On the way to Valdai, we managed to call in Veliky Novgorod - have lunch and take a little walk around the Novgorod Kremlin. After the magnificent gilded Petersburg, after the palaces of Rastrelli and marble lions, the contrast with the ancient city of the Golden Ring of Russia was especially striking.
It was all the more interesting to tell Italian tourists that stone architecture, mass literacy, extensive trade relations with Europe and distant military campaigns along Volkhov and beyond were not alien to Russian cities in the Middle Ages.
Day 5, 6 - Moscow
Moscow, a huge and rich city, always impresses those who come for the first time. The impression on our group, gathered from small Italian cities, she made amazing.
Wide avenues, Stalinist skyscrapers, giants of modern architecture, expensive cars and luxurious restaurants. And here - aristocratic estates modest by today's standards, green public gardens and quiet courtyards.
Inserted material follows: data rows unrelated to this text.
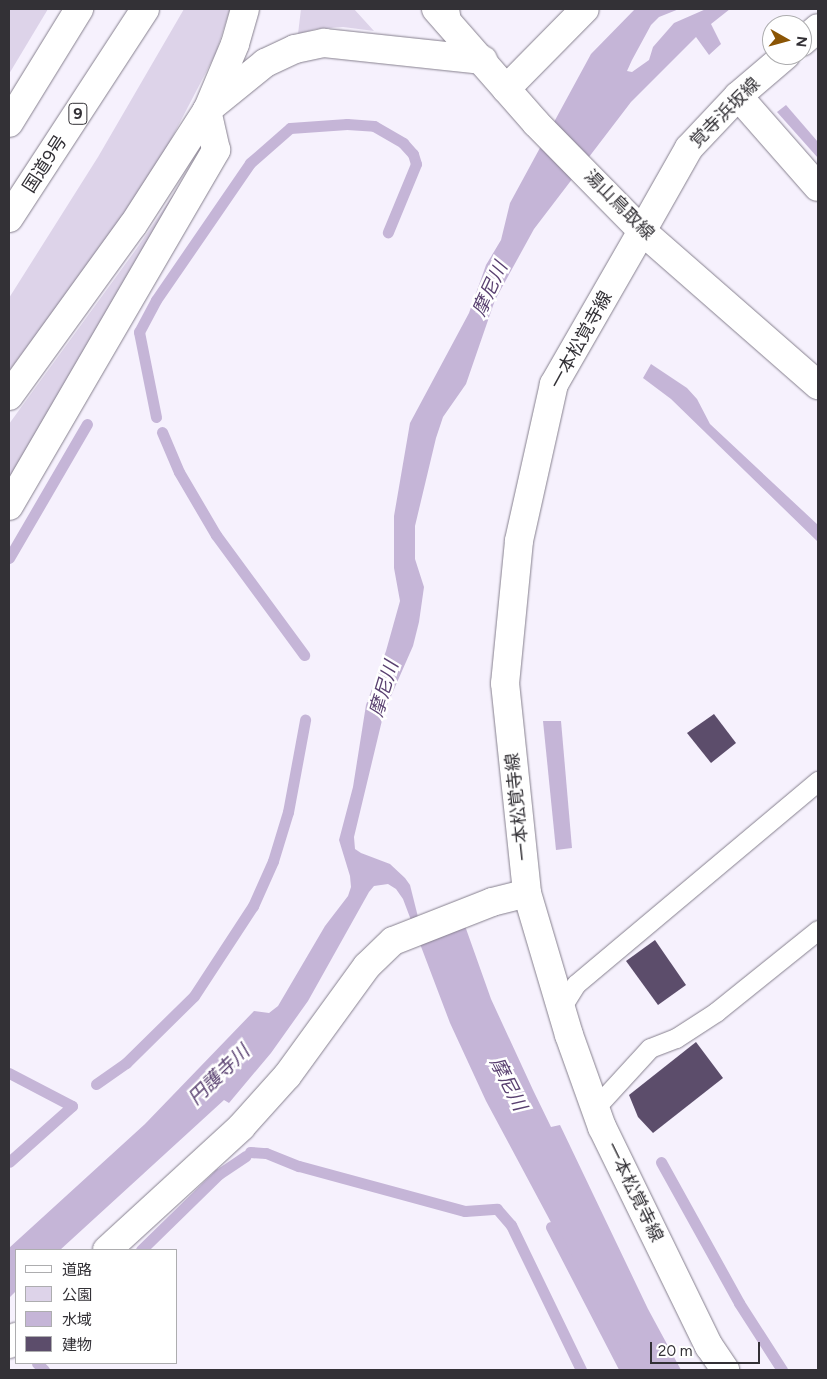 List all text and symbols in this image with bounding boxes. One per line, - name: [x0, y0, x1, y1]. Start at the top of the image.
- north arrow: [762, 15, 812, 65]
- text: N: [792, 35, 810, 48]
- street label: 覚寺浜坂線: [686, 74, 764, 152]
- road number: 9: [68, 100, 88, 128]
- street label: 国道9号: [18, 131, 72, 197]
- street label: 湯山鳥取線: [580, 166, 658, 244]
- water label: 摩尼川: [468, 258, 512, 320]
- street label: 一本松覚寺線: [545, 288, 617, 392]
- water label: 摩尼川: [365, 658, 403, 720]
- street label: 一本松覚寺線: [502, 752, 534, 862]
- water label: 円護寺川: [184, 1040, 254, 1110]
- water label: 摩尼川: [485, 1053, 531, 1115]
- street label: 一本松覚寺線: [601, 1139, 667, 1245]
- legend: [15, 1249, 178, 1364]
- text: 道路: [62, 1261, 92, 1279]
- text: 公園: [62, 1286, 92, 1304]
- text: 水域: [62, 1311, 92, 1329]
- scale bar: [652, 1332, 762, 1364]
- text: 建物: [62, 1336, 92, 1354]
- text: 20 m: [658, 1342, 692, 1360] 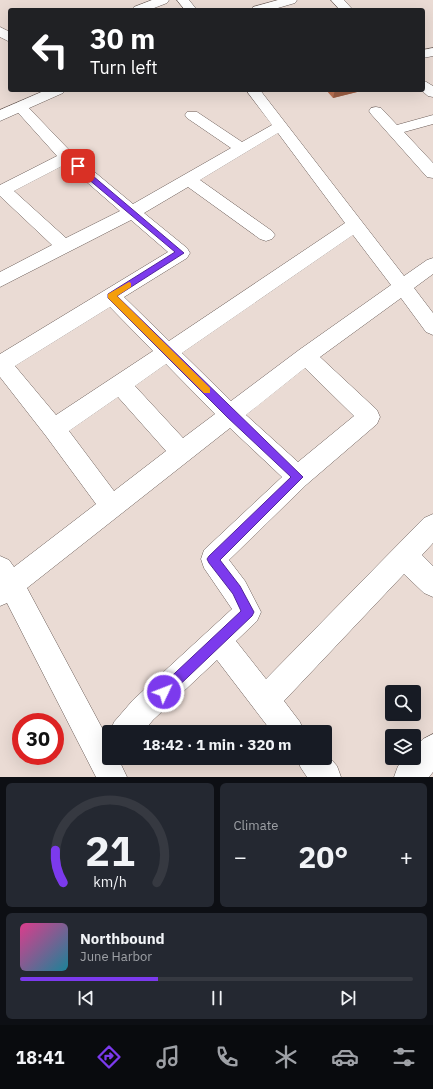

For two days in Moscow, we managed to get around the main attractions of the center: the Cathedral of Christ the Savior, the Kremlin, Red Square, Pokrovsky Cathedral. They found out where in 1987 the German pilot Matthias Rust landed, who wanted to build a bridge between the Western world and the new perestroika Russia. How did Italian socialists end up in the USSR and what came of it. And why Moscow is so motley and what influence did Italian architecture have on its appearance.
Finally, taking advantage of the excellent weather and free time, we went to the Vorobyovy Gory to appreciate the panoramic view of the capital and take some beautiful photos on motorbikes with a view of Moscow and the university.
Day 7 Moscow - Derbovezh
The last day of our tour - we are going from Moscow, with a stop for photography on Red Square, west, towards the border with Latvia, to guide our travelers. 400 km along an excellent two-lane road, through forests, through the Savvino-Storozhevsky monastery, through the places of military glory of the Soviet troops.
Here we summed up the trip and said goodbye until the next trip. This time, our Italian group managed to catch a glimpse on the tangent of meeting Russia.
And Russia is big (very big!), Very different and interesting. It will be why come back next year.